EV Myth: EV Batteries Don't Last

March 17, 2024

EV batteries

One of the most common misconceptions surrounding electric vehicles (EVs) is the belief that their batteries don’t last. However, this notion couldn’t be further from the truth.

Contrary to popular belief, the lithium-ion batteries used in EVs differ significantly from those in everyday devices like smartphones. In fact, most car manufacturers now offer impressive eight-year, 100,000-mile battery warranties on EVs, surpassing the coverage typically provided for internal combustion engine vehicles.

Recent studies further reinforce the durability of EV batteries. A comprehensive analysis conducted by Seattle-based battery experts, Recurrent Motors, revealed that a mere 1.5% of EV batteries studied had required replacement under warranty. Additionally, Tesla’s Impact Report for 2022 showcased that the battery degradation on their older S and X models, even after 200,000 miles, was a just 12%.

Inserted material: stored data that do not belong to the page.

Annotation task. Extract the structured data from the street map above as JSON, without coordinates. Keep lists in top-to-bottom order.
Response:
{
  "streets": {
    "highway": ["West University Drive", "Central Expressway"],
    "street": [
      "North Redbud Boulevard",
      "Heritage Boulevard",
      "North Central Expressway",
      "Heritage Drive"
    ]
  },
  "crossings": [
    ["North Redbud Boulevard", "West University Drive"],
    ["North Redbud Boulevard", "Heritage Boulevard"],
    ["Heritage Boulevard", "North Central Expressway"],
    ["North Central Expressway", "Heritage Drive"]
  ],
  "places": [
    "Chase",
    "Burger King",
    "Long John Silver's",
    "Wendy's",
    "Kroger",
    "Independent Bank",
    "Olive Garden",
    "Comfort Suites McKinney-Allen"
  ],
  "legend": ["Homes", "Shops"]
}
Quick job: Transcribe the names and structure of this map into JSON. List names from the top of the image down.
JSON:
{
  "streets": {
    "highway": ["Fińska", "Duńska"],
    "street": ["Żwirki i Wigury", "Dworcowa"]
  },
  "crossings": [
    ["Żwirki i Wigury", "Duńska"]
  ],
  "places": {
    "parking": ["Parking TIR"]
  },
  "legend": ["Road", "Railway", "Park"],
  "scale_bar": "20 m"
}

Real-world examples also speak volumes about the longevity of EV batteries. Cleevely EV Mobile, an esteemed electric car repairer in the UK, frequently showcases high-mileage EVs on their social media platforms. Remarkably, vehicles like the Tesla Model 3 taxi with 300,000 miles and a Model S with 290,000 miles still boast over 80% battery capacity.

Importantly, there is currently no data available to indicate persistent, premature, or unexpected failures of EV batteries. Industry experts widely acknowledge that EV batteries typically outlast the chassis of the vehicle itself. And when an EV battery does reach the end of its usefulness in the vehicle, it can be repurposed or recycled.